Pero hay un último factor que explica el fin de la excepcionalidad española y es, sin duda, que el Partido Popular ha dejado de ser ese partido «atrapalotodo» (catch-all party) que, al beneficiarse del voto de la extrema derecha residual, impedía que cristalizara ninguna formación política a su derecha. De hecho, el mismo PP era también excepcional en el panorama político de la derecha europea, comparado con la CDU alemana, los Republicanos franceses o la Democracia Cristiana italiana: partidos que, al estar más preocupados por ocupar el centro, dejaban espacio político suficiente a su derecha para que aparecieran la Liga Norte, el Frente Nacional o Alternativa por Alemania.

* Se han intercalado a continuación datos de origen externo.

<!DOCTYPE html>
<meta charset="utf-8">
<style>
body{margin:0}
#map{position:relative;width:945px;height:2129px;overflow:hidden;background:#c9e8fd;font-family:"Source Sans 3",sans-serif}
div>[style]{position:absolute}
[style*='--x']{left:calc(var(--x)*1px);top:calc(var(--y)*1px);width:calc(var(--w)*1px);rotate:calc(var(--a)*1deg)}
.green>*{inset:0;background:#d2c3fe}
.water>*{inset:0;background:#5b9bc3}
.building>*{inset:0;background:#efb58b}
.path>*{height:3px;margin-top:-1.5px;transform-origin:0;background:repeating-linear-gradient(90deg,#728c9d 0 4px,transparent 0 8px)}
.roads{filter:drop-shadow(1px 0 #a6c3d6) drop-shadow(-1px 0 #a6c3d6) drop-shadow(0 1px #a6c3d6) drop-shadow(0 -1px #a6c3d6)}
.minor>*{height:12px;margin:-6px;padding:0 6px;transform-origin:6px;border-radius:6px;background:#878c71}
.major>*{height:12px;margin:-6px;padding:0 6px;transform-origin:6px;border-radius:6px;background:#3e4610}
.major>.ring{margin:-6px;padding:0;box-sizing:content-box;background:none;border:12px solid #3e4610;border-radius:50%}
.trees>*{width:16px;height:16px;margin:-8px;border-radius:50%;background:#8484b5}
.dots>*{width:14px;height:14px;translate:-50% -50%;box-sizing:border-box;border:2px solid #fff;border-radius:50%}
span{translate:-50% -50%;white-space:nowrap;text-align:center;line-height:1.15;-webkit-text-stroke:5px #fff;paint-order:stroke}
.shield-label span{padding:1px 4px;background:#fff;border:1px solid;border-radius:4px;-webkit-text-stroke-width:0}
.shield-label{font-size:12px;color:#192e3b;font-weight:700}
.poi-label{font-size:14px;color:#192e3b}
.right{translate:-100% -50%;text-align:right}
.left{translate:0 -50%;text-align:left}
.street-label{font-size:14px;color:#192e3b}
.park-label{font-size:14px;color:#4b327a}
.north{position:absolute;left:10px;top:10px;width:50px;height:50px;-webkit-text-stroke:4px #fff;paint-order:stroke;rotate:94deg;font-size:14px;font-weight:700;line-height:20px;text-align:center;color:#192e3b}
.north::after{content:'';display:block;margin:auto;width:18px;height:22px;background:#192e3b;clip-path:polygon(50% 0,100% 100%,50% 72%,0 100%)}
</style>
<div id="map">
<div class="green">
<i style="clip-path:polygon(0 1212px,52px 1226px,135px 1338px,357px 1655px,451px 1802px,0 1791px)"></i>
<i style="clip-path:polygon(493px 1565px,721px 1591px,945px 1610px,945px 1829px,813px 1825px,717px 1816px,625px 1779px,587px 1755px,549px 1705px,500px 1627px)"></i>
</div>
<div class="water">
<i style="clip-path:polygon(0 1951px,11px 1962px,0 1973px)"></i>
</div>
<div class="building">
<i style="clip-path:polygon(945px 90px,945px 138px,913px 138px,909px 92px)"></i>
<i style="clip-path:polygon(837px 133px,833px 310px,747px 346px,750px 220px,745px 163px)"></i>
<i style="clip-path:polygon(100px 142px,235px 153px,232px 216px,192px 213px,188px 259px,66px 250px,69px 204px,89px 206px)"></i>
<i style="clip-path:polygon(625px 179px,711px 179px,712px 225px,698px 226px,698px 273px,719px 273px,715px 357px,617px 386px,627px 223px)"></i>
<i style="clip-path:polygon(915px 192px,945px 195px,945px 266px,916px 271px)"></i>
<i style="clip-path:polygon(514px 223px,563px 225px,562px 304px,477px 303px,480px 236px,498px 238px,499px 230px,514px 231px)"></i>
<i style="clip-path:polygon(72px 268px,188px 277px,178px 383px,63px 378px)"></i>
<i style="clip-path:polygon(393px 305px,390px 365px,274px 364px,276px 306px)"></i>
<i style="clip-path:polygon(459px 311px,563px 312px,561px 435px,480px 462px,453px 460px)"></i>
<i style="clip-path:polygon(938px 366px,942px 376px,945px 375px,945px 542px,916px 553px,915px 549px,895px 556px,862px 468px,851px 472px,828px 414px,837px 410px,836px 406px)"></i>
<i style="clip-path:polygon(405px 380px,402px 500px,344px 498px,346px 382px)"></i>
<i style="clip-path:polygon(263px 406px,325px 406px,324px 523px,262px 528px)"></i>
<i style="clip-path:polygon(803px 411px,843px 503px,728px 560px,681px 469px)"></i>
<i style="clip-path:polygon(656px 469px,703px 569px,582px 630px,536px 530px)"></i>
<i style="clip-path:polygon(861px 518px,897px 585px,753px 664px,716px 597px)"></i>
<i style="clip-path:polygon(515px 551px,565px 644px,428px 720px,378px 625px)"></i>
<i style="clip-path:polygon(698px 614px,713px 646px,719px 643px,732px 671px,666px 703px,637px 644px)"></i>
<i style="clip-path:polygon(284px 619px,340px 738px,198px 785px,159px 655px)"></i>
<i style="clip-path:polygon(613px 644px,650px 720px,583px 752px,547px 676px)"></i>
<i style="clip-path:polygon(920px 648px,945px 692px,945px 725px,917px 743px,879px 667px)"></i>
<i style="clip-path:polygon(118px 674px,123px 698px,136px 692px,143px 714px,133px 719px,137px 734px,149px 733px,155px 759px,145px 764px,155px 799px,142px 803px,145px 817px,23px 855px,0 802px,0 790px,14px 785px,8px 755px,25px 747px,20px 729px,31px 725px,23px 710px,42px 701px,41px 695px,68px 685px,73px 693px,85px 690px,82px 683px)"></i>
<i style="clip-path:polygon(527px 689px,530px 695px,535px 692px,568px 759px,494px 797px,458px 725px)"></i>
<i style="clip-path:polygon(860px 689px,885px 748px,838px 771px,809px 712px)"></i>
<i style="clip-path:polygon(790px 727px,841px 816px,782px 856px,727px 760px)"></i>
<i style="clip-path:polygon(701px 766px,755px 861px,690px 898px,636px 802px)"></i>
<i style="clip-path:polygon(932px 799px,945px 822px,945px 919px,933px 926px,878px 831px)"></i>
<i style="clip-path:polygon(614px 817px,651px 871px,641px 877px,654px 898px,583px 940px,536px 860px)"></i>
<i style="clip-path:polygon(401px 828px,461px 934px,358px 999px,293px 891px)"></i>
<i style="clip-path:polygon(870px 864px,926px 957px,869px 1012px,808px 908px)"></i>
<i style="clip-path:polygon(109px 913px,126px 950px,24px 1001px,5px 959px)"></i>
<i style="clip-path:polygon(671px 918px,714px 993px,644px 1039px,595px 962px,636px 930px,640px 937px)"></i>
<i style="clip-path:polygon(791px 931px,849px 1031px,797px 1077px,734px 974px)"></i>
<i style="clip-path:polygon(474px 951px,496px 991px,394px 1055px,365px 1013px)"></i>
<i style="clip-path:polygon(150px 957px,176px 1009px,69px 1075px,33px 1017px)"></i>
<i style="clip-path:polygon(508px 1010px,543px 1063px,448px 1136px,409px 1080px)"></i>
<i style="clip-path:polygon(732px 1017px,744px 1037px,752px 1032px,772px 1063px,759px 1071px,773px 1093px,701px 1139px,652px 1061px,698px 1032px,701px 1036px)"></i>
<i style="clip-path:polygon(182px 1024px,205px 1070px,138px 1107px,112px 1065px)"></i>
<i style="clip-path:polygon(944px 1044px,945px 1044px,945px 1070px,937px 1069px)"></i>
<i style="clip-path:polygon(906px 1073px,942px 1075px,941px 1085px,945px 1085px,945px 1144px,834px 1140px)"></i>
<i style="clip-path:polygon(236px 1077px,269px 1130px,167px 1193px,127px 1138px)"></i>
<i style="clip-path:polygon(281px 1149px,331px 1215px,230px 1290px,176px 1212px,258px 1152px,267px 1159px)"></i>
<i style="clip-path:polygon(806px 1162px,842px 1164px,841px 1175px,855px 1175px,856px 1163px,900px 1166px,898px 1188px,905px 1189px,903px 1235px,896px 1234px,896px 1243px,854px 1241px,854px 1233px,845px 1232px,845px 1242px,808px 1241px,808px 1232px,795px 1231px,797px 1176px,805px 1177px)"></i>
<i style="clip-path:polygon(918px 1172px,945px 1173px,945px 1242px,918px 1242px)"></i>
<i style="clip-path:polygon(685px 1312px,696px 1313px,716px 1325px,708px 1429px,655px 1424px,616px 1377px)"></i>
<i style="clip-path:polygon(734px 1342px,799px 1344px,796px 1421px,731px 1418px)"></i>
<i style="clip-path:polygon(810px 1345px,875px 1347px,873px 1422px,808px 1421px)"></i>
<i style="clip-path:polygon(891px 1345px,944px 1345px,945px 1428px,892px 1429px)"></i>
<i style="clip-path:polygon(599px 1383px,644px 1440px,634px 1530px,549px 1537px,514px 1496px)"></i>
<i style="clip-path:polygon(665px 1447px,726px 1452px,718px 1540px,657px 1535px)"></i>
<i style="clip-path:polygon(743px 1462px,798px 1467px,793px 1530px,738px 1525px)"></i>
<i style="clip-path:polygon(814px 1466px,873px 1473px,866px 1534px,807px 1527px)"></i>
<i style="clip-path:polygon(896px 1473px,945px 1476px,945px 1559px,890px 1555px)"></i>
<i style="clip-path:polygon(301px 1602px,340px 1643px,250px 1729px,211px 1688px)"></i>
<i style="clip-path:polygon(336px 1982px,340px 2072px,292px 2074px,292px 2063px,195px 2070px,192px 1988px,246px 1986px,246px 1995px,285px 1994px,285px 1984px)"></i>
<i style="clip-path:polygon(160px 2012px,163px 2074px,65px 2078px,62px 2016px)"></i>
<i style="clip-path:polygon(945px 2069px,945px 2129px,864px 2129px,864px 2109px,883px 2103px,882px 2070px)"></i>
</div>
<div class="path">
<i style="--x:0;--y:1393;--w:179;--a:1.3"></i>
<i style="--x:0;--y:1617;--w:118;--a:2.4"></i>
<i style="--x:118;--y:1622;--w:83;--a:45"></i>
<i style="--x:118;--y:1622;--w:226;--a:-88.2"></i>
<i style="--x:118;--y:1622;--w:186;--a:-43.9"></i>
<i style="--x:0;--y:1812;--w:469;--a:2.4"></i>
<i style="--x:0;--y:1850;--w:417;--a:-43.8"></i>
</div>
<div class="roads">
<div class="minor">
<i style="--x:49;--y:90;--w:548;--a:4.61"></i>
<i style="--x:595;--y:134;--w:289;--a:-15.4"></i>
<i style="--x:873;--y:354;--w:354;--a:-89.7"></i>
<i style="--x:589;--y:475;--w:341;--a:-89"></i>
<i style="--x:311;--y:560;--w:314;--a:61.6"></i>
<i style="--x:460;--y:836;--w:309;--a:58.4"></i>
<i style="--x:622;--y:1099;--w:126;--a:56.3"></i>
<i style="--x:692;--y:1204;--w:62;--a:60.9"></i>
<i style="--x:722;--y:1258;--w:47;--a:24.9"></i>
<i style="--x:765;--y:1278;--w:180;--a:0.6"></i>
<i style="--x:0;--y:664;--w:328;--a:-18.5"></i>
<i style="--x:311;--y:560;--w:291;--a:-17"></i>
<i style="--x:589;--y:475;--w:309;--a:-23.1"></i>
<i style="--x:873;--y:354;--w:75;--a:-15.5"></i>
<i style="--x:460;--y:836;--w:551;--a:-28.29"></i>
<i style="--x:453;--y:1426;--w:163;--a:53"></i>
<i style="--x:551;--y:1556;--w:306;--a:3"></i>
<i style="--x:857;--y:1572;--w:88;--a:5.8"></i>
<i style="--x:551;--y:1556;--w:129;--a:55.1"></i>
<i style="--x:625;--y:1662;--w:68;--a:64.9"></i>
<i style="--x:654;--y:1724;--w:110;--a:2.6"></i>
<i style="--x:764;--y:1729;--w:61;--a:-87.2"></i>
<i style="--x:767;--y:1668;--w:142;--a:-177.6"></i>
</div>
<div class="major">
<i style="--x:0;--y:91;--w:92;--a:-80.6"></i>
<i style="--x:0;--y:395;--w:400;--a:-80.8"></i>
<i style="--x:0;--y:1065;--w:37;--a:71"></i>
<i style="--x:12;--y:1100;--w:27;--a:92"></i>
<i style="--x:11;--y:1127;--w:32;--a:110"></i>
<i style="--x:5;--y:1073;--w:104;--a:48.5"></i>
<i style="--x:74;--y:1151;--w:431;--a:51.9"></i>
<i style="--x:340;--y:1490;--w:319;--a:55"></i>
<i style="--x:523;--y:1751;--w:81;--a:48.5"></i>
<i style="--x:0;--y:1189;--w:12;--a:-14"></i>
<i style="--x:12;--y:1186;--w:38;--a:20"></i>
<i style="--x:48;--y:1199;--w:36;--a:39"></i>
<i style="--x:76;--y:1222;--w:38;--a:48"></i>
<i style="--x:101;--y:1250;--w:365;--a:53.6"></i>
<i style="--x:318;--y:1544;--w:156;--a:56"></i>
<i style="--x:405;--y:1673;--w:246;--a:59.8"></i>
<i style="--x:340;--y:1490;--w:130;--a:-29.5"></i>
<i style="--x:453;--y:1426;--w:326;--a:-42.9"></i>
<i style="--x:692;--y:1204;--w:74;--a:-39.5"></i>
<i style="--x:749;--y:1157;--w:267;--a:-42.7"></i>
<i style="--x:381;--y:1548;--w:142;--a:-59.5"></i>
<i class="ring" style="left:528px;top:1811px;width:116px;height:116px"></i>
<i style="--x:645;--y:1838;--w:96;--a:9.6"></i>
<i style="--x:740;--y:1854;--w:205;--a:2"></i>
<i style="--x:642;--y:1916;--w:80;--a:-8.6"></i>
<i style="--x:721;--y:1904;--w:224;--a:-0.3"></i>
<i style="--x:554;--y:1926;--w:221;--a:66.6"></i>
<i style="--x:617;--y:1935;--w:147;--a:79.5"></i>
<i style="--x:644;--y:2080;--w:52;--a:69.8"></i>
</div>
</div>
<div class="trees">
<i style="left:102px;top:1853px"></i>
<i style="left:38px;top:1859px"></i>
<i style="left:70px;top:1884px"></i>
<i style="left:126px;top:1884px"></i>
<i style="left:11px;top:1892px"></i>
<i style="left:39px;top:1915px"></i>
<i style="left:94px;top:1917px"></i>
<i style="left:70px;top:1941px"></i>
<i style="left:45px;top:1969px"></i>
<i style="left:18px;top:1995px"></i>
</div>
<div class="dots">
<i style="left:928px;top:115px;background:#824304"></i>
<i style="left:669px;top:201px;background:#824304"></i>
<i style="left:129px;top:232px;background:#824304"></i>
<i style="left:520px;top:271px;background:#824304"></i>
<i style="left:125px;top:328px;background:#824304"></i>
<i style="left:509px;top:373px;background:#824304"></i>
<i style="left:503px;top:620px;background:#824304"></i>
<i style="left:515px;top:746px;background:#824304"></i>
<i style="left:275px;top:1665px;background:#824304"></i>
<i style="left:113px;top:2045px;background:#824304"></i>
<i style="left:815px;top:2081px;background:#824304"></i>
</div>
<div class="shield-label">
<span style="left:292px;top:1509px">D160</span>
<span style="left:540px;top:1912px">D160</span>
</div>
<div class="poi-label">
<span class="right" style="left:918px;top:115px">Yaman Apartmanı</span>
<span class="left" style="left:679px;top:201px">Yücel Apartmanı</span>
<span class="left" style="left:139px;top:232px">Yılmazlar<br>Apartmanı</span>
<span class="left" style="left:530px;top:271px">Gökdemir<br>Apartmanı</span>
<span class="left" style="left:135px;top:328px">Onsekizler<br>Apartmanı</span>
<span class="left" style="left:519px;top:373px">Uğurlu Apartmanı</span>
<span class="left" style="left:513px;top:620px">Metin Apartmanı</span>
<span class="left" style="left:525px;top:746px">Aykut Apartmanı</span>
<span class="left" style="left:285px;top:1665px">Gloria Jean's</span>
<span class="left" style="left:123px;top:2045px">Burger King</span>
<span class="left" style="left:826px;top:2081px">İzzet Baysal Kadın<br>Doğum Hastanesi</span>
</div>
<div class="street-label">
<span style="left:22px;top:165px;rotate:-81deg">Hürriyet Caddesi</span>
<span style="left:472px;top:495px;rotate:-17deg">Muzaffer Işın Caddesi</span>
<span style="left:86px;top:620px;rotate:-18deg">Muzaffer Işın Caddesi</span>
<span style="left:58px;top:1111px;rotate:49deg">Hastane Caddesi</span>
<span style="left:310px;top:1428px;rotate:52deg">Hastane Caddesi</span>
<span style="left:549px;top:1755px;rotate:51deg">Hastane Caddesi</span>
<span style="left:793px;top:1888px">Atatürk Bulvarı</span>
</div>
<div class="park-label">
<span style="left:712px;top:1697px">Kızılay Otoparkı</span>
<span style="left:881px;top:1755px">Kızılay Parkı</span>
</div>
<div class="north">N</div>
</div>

Hasta no hace muchos meses muchos expertos consideraban los análisis sobre la extrema derecha española «innecesariamente alarmistas», porque ésta era y seguiría siendo residual en España. Ya hemos comprobado que no. Pero el problema no es quién tenía o no tenía razón entonces, sino que ahora llegamos demasiado tarde a muchas cosas: ya no será efectivo ningún cordón sanitario como el que ha sugerido Susana Díaz ni tampoco servirán las estrategias de demonización contra Vox porque vivimos en tiempos políticamente incorrectos en los que la connivencia de la mayoría de los partidos tradicionales con el statu quo económico neoliberal ha situado a estas nuevas formaciones de extrema derecha como única alternativa al «sistema» vigente que condena a la precariedad laboral a millones de personas. Así que no es momento de alabanzas ni de vituperios, sino de analizar lo más racionalmente posible qué nos ha llevado a converger con Europa en la única cosa en la que no tendríamos que habernos parecido jamás. Es tiempo de preocuparse, sí. Pero no de sorprenderse.